Given entries:
──────────────────────────────

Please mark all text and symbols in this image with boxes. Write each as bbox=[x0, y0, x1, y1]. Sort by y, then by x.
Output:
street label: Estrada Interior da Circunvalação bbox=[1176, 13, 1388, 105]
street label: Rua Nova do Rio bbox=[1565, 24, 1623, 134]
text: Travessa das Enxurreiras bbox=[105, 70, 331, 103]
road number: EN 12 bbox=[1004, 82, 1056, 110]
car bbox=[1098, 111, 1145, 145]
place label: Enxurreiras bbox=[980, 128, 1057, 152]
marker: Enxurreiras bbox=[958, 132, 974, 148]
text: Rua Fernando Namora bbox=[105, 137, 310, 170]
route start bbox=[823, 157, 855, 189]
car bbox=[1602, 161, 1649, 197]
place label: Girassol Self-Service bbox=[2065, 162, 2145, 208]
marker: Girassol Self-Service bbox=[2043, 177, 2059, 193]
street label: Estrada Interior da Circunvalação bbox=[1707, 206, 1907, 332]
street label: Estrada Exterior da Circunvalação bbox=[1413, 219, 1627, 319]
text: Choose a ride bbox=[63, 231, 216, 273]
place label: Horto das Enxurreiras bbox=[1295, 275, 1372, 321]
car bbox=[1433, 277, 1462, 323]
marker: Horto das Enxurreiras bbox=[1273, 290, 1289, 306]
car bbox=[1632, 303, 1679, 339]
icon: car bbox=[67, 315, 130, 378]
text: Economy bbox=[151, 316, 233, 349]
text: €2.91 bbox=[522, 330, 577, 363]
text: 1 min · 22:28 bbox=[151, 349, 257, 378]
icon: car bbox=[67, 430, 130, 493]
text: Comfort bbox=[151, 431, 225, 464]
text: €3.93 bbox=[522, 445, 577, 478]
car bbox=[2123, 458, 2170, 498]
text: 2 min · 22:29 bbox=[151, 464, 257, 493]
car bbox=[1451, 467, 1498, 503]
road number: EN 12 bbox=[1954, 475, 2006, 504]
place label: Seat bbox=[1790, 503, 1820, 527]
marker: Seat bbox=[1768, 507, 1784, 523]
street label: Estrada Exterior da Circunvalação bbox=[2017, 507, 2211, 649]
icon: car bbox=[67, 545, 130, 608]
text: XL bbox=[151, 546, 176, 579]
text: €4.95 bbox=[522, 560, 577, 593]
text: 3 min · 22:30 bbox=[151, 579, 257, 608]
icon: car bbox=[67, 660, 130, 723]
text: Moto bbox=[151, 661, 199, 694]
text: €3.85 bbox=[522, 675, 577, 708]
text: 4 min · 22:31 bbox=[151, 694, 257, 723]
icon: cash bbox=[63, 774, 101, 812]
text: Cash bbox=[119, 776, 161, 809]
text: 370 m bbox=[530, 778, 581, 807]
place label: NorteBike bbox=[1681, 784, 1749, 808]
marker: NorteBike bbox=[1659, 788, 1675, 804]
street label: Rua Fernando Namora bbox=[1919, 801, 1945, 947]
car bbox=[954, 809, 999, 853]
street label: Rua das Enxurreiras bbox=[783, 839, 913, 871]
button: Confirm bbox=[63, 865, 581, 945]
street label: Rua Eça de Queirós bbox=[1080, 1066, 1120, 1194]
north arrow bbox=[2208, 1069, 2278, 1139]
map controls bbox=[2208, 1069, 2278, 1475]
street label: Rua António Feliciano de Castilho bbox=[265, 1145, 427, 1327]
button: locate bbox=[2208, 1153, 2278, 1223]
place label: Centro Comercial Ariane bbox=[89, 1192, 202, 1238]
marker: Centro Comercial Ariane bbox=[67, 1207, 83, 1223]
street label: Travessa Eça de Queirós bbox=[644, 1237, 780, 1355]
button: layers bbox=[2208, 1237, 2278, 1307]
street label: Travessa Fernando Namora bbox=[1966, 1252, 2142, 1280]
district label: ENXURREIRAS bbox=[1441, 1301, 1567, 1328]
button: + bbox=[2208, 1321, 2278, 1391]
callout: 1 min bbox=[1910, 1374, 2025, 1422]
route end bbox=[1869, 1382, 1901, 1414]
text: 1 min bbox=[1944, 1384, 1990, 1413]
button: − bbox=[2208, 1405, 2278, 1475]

──────────────────────────────

Your assignment: The count of lines in the records above holding the word "Service" should be reported as a number, with nothing added.

Solution for this exercise: 2